At the vanguard of Rocket’s efforts to be defined as a fintech is Rocket Money, the latest addition to the Rocket portfolio. Formerly known as Truebill — a personal finance app that helps people split bills and cancel subscriptions — Rocket acquired the business in December 2021. Rocket wants to use the app to acquire leads for the mortgage origination business at a lower customer acquisition cost.
“With a larger top of the funnel and a lower client acquisition cost, higher conversion through deeper client insights and personalized offerings, and client retention with increased lifetime value, Rocket has a significant advantage over others in the space,”Jay Farner, CEO of Rocket Companies, told analysts during its earnings call of Rocket’s long term strategy.
“As we see rates shift and adjust, if there’s an opportunity to help folks, we’re not marketing to a 2.5 million client base, we’re marketing to a 10 million client base, and that’s the vision of what we’re creating,” Farner said.
Rocket declined to make any executives available for interviews and referred to the third quarter earnings call for any details on Rocket Companies future plans.
Despite Rocket’s ambitions, it’s likely going to take a couple of quarters before the lender returns to profitability.

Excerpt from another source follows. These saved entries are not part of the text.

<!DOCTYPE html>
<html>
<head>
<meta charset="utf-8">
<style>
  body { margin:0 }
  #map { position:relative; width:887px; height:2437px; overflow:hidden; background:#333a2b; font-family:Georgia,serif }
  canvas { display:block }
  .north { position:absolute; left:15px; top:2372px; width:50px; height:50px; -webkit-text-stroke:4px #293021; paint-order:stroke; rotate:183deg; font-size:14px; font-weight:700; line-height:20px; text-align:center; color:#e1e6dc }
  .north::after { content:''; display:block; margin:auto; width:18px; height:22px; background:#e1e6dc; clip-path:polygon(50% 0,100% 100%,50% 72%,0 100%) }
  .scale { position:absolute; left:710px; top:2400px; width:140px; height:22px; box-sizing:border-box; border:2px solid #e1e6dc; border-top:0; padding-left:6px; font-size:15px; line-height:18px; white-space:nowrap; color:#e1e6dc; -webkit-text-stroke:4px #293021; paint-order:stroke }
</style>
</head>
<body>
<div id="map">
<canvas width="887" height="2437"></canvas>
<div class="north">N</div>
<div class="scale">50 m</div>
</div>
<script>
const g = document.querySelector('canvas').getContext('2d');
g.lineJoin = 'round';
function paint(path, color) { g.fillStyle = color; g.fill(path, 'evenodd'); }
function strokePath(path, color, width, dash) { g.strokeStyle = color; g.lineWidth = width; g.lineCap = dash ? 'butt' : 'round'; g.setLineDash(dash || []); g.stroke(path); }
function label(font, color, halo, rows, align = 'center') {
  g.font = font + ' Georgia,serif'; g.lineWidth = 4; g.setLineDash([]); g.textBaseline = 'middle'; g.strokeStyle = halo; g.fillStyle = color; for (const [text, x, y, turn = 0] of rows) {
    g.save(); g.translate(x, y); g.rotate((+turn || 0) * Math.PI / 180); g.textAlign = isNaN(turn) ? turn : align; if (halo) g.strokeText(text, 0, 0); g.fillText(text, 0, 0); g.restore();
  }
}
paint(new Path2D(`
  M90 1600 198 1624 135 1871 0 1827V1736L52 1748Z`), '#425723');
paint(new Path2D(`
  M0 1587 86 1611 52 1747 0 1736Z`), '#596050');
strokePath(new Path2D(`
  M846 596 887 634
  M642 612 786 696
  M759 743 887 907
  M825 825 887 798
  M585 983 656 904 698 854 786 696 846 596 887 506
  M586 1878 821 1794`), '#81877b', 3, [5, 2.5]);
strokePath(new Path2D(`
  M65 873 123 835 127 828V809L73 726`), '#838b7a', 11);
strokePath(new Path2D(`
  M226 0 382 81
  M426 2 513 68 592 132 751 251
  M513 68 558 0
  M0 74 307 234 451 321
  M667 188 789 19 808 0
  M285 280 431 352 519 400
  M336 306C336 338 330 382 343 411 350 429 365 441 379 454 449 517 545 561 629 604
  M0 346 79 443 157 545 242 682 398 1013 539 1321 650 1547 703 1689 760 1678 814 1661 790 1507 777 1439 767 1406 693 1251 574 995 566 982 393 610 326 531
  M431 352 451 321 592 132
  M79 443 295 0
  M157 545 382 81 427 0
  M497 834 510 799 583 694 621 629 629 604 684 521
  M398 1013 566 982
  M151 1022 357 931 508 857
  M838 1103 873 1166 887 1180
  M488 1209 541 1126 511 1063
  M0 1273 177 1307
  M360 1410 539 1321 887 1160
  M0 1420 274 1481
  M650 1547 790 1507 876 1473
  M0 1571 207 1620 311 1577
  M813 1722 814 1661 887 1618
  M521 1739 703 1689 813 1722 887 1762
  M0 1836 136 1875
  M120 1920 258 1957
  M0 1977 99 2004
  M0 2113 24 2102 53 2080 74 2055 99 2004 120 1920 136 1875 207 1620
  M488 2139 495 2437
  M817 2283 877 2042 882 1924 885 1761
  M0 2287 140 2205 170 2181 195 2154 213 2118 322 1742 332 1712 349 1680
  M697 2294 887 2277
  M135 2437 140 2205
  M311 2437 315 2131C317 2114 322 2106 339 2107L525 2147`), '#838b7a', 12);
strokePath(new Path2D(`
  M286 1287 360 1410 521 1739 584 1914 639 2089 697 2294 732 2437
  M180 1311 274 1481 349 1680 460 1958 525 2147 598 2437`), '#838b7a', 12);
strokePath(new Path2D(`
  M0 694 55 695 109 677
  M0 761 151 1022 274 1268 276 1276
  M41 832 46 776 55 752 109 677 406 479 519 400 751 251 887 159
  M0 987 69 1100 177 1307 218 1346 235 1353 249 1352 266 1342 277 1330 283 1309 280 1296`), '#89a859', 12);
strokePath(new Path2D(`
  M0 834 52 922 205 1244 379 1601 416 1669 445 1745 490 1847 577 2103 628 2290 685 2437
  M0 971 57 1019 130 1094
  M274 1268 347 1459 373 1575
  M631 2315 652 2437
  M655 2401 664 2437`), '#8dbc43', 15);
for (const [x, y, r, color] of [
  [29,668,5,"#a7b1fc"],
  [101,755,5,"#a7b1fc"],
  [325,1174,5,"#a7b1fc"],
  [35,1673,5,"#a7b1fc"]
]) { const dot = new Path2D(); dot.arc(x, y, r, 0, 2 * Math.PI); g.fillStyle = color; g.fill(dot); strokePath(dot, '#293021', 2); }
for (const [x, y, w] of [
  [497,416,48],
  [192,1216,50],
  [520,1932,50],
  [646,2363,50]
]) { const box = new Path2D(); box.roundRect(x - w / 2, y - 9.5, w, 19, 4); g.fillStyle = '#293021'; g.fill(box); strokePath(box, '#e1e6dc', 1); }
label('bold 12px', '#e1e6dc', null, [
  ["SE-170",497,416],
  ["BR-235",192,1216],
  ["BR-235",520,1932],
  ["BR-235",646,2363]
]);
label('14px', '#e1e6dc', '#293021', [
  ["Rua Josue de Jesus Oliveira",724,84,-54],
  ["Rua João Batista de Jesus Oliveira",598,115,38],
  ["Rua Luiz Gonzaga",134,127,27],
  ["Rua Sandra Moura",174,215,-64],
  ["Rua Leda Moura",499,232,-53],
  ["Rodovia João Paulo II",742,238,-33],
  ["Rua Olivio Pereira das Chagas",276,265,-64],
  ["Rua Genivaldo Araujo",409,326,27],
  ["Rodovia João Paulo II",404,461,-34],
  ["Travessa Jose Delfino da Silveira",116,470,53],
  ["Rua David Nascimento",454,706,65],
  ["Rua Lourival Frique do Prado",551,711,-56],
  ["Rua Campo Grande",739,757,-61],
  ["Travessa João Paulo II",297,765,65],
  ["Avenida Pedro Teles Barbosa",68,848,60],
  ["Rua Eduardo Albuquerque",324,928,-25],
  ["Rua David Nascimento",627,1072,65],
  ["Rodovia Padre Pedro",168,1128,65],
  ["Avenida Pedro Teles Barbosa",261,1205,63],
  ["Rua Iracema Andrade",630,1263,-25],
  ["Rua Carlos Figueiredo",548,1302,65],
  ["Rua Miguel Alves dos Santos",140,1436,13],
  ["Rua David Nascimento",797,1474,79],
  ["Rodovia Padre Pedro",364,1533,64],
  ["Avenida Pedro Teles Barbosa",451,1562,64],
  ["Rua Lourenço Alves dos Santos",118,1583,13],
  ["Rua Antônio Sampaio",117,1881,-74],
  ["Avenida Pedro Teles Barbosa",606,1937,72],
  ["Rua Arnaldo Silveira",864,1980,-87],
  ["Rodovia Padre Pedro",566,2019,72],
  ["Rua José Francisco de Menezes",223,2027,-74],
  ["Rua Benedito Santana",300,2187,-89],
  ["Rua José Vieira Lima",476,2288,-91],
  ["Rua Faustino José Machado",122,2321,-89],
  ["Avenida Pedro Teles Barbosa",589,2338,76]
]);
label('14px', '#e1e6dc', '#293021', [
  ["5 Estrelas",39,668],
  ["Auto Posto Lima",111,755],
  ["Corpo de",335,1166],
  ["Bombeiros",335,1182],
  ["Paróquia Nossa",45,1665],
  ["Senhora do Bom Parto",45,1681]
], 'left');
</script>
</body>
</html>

“Considering how far origination demand has fallen and the significant consolidation that has occurred in the space, we believe Rocket will continue to produce slightly negative operating earnings for the next couple of quarters (absent a sharp drop in rates),” analysts at Piper Sandler wrote in a report following Rocket’s third quarter earnings.
“With the mortgage industry heading into the winter months, we might be going into a recession, one of the most profound turnarounds,” Brian Hale, founder and CEO at Mortgage Advisory Partners, said of upcoming market prospects. “Everybody (every lender) is going to have a black eye here. It’s not a lack of desire for loans, the loans don’t exist.”
As with all companies, businesses must adapt to the changing times. Rocket is really trying to redefine themselves as a fintech provider not just a mortgage company, said Heal, of Argus Research.
“It’s yet to be seen if that strategy has yet to work out,” he said.
That is not to say that Rocket doesn’t have advanced technology, Bhattachary added. “They have a lot of investment going on and a lot of innovation going on” in its customer acquisition channel.
“The trick,” she said, “is to stay around and be around when the market changes and the cycle turns around. Then we’ll see who is in a better position and why.”